[Opening INPUT DATA section]

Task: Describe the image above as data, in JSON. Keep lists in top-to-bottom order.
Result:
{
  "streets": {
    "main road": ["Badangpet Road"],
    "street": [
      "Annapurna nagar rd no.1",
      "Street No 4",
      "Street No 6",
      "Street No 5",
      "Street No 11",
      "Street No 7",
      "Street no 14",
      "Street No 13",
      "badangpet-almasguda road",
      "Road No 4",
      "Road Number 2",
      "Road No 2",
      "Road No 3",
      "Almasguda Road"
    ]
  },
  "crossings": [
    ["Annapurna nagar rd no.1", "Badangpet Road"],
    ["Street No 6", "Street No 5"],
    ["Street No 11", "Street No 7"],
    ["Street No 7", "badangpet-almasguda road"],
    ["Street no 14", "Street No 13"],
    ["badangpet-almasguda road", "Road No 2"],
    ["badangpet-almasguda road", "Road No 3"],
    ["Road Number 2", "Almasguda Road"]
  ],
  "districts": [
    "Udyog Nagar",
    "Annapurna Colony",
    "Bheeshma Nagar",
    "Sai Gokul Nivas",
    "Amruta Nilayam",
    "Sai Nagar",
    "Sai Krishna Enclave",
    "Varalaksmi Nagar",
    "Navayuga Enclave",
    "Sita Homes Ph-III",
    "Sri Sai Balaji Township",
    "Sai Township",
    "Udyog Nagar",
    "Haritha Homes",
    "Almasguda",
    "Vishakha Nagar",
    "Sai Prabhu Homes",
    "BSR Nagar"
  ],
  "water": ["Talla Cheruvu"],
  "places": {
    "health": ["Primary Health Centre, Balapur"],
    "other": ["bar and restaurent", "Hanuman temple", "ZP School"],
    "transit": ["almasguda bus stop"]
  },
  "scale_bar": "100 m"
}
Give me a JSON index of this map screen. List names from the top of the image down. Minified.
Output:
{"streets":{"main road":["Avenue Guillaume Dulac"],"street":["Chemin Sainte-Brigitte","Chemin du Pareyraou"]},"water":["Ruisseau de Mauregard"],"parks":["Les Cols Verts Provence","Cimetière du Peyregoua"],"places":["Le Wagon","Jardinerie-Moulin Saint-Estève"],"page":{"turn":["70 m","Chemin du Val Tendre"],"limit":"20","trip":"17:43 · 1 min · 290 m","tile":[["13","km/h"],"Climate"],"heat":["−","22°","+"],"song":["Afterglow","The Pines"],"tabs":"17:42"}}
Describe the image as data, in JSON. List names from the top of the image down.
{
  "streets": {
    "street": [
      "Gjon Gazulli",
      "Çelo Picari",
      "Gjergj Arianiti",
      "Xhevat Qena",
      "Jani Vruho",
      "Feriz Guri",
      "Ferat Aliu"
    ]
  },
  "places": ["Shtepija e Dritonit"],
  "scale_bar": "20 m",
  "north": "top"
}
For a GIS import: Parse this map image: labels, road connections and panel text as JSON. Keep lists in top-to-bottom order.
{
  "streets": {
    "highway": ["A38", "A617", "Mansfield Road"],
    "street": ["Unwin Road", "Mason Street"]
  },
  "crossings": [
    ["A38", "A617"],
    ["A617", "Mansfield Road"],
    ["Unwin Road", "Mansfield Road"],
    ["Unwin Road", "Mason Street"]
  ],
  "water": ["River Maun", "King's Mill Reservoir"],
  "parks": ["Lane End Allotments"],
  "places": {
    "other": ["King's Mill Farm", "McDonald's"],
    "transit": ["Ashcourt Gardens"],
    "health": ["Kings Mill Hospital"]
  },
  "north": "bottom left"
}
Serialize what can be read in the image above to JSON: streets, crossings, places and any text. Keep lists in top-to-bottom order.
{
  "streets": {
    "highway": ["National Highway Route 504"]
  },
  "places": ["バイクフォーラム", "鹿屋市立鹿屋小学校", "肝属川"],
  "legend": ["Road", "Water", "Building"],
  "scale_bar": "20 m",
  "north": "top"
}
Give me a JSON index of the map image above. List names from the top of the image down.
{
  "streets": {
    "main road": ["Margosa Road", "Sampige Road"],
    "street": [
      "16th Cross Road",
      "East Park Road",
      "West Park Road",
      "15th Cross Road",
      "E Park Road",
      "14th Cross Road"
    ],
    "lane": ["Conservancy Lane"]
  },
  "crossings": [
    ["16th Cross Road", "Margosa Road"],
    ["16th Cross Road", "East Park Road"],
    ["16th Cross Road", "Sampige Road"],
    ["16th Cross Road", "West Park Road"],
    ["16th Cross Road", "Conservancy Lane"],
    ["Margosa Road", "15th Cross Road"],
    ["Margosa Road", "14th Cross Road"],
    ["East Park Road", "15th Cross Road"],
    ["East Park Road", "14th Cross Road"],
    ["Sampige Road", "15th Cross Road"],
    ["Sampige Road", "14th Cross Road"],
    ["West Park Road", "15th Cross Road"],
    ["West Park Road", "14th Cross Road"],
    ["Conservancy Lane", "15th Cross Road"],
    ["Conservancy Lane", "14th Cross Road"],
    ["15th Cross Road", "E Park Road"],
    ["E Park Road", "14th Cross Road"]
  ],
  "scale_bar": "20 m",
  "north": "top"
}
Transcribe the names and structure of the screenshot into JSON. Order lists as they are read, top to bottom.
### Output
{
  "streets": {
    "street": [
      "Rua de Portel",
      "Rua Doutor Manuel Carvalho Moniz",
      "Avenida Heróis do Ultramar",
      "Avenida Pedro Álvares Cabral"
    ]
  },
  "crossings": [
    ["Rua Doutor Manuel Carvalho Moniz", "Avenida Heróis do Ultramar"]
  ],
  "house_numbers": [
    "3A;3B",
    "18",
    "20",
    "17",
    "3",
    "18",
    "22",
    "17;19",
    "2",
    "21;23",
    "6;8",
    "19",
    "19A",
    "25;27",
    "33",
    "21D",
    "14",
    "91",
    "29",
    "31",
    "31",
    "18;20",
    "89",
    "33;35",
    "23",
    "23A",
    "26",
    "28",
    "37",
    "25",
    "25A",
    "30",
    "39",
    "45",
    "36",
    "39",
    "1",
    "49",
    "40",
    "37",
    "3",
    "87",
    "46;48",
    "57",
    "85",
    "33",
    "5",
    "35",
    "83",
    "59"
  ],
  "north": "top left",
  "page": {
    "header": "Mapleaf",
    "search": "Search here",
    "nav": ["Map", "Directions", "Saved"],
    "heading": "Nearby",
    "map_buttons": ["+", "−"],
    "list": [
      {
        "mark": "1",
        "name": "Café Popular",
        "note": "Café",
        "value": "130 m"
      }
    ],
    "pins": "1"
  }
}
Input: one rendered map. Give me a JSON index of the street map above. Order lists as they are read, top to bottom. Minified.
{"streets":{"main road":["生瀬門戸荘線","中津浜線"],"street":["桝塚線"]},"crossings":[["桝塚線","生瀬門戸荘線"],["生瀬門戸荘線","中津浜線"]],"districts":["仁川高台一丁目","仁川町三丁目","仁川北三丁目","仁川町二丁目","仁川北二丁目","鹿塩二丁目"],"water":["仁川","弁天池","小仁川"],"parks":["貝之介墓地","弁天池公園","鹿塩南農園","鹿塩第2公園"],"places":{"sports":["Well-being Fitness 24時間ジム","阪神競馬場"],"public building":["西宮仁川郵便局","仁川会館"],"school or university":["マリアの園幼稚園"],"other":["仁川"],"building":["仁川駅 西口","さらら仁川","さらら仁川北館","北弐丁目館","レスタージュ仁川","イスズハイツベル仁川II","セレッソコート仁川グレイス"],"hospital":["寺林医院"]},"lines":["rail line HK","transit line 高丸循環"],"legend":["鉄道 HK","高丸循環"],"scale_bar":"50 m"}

[Closing INPUT DATA section]

## WHAT TO DO:
Everything in the data above must be reproduced exactly.

## WRITTEN SOLUTION:
Task: Describe the image above as data, in JSON. Keep lists in top-to-bottom order.
Result:
{
  "streets": {
    "main road": ["Badangpet Road"],
    "street": [
      "Annapurna nagar rd no.1",
      "Street No 4",
      "Street No 6",
      "Street No 5",
      "Street No 11",
      "Street No 7",
      "Street no 14",
      "Street No 13",
      "badangpet-almasguda road",
      "Road No 4",
      "Road Number 2",
      "Road No 2",
      "Road No 3",
      "Almasguda Road"
    ]
  },
  "crossings": [
    ["Annapurna nagar rd no.1", "Badangpet Road"],
    ["Street No 6", "Street No 5"],
    ["Street No 11", "Street No 7"],
    ["Street No 7", "badangpet-almasguda road"],
    ["Street no 14", "Street No 13"],
    ["badangpet-almasguda road", "Road No 2"],
    ["badangpet-almasguda road", "Road No 3"],
    ["Road Number 2", "Almasguda Road"]
  ],
  "districts": [
    "Udyog Nagar",
    "Annapurna Colony",
    "Bheeshma Nagar",
    "Sai Gokul Nivas",
    "Amruta Nilayam",
    "Sai Nagar",
    "Sai Krishna Enclave",
    "Varalaksmi Nagar",
    "Navayuga Enclave",
    "Sita Homes Ph-III",
    "Sri Sai Balaji Township",
    "Sai Township",
    "Udyog Nagar",
    "Haritha Homes",
    "Almasguda",
    "Vishakha Nagar",
    "Sai Prabhu Homes",
    "BSR Nagar"
  ],
  "water": ["Talla Cheruvu"],
  "places": {
    "health": ["Primary Health Centre, Balapur"],
    "other": ["bar and restaurent", "Hanuman temple", "ZP School"],
    "transit": ["almasguda bus stop"]
  },
  "scale_bar": "100 m"
}
Give me a JSON index of this map screen. List names from the top of the image down. Minified.
Output:
{"streets":{"main road":["Avenue Guillaume Dulac"],"street":["Chemin Sainte-Brigitte","Chemin du Pareyraou"]},"water":["Ruisseau de Mauregard"],"parks":["Les Cols Verts Provence","Cimetière du Peyregoua"],"places":["Le Wagon","Jardinerie-Moulin Saint-Estève"],"page":{"turn":["70 m","Chemin du Val Tendre"],"limit":"20","trip":"17:43 · 1 min · 290 m","tile":[["13","km/h"],"Climate"],"heat":["−","22°","+"],"song":["Afterglow","The Pines"],"tabs":"17:42"}}
Describe the image as data, in JSON. List names from the top of the image down.
{
  "streets": {
    "street": [
      "Gjon Gazulli",
      "Çelo Picari",
      "Gjergj Arianiti",
      "Xhevat Qena",
      "Jani Vruho",
      "Feriz Guri",
      "Ferat Aliu"
    ]
  },
  "places": ["Shtepija e Dritonit"],
  "scale_bar": "20 m",
  "north": "top"
}
For a GIS import: Parse this map image: labels, road connections and panel text as JSON. Keep lists in top-to-bottom order.
{
  "streets": {
    "highway": ["A38", "A617", "Mansfield Road"],
    "street": ["Unwin Road", "Mason Street"]
  },
  "crossings": [
    ["A38", "A617"],
    ["A617", "Mansfield Road"],
    ["Unwin Road", "Mansfield Road"],
    ["Unwin Road", "Mason Street"]
  ],
  "water": ["River Maun", "King's Mill Reservoir"],
  "parks": ["Lane End Allotments"],
  "places": {
    "other": ["King's Mill Farm", "McDonald's"],
    "transit": ["Ashcourt Gardens"],
    "health": ["Kings Mill Hospital"]
  },
  "north": "bottom left"
}
Serialize what can be read in the image above to JSON: streets, crossings, places and any text. Keep lists in top-to-bottom order.
{
  "streets": {
    "highway": ["National Highway Route 504"]
  },
  "places": ["バイクフォーラム", "鹿屋市立鹿屋小学校", "肝属川"],
  "legend": ["Road", "Water", "Building"],
  "scale_bar": "20 m",
  "north": "top"
}
Give me a JSON index of the map image above. List names from the top of the image down.
{
  "streets": {
    "main road": ["Margosa Road", "Sampige Road"],
    "street": [
      "16th Cross Road",
      "East Park Road",
      "West Park Road",
      "15th Cross Road",
      "E Park Road",
      "14th Cross Road"
    ],
    "lane": ["Conservancy Lane"]
  },
  "crossings": [
    ["16th Cross Road", "Margosa Road"],
    ["16th Cross Road", "East Park Road"],
    ["16th Cross Road", "Sampige Road"],
    ["16th Cross Road", "West Park Road"],
    ["16th Cross Road", "Conservancy Lane"],
    ["Margosa Road", "15th Cross Road"],
    ["Margosa Road", "14th Cross Road"],
    ["East Park Road", "15th Cross Road"],
    ["East Park Road", "14th Cross Road"],
    ["Sampige Road", "15th Cross Road"],
    ["Sampige Road", "14th Cross Road"],
    ["West Park Road", "15th Cross Road"],
    ["West Park Road", "14th Cross Road"],
    ["Conservancy Lane", "15th Cross Road"],
    ["Conservancy Lane", "14th Cross Road"],
    ["15th Cross Road", "E Park Road"],
    ["E Park Road", "14th Cross Road"]
  ],
  "scale_bar": "20 m",
  "north": "top"
}
Transcribe the names and structure of the screenshot into JSON. Order lists as they are read, top to bottom.
### Output
{
  "streets": {
    "street": [
      "Rua de Portel",
      "Rua Doutor Manuel Carvalho Moniz",
      "Avenida Heróis do Ultramar",
      "Avenida Pedro Álvares Cabral"
    ]
  },
  "crossings": [
    ["Rua Doutor Manuel Carvalho Moniz", "Avenida Heróis do Ultramar"]
  ],
  "house_numbers": [
    "3A;3B",
    "18",
    "20",
    "17",
    "3",
    "18",
    "22",
    "17;19",
    "2",
    "21;23",
    "6;8",
    "19",
    "19A",
    "25;27",
    "33",
    "21D",
    "14",
    "91",
    "29",
    "31",
    "31",
    "18;20",
    "89",
    "33;35",
    "23",
    "23A",
    "26",
    "28",
    "37",
    "25",
    "25A",
    "30",
    "39",
    "45",
    "36",
    "39",
    "1",
    "49",
    "40",
    "37",
    "3",
    "87",
    "46;48",
    "57",
    "85",
    "33",
    "5",
    "35",
    "83",
    "59"
  ],
  "north": "top left",
  "page": {
    "header": "Mapleaf",
    "search": "Search here",
    "nav": ["Map", "Directions", "Saved"],
    "heading": "Nearby",
    "map_buttons": ["+", "−"],
    "list": [
      {
        "mark": "1",
        "name": "Café Popular",
        "note": "Café",
        "value": "130 m"
      }
    ],
    "pins": "1"
  }
}
Input: one rendered map. Give me a JSON index of the street map above. Order lists as they are read, top to bottom. Minified.
{"streets":{"main road":["生瀬門戸荘線","中津浜線"],"street":["桝塚線"]},"crossings":[["桝塚線","生瀬門戸荘線"],["生瀬門戸荘線","中津浜線"]],"districts":["仁川高台一丁目","仁川町三丁目","仁川北三丁目","仁川町二丁目","仁川北二丁目","鹿塩二丁目"],"water":["仁川","弁天池","小仁川"],"parks":["貝之介墓地","弁天池公園","鹿塩南農園","鹿塩第2公園"],"places":{"sports":["Well-being Fitness 24時間ジム","阪神競馬場"],"public building":["西宮仁川郵便局","仁川会館"],"school or university":["マリアの園幼稚園"],"other":["仁川"],"building":["仁川駅 西口","さらら仁川","さらら仁川北館","北弐丁目館","レスタージュ仁川","イスズハイツベル仁川II","セレッソコート仁川グレイス"],"hospital":["寺林医院"]},"lines":["rail line HK","transit line 高丸循環"],"legend":["鉄道 HK","高丸循環"],"scale_bar":"50 m"}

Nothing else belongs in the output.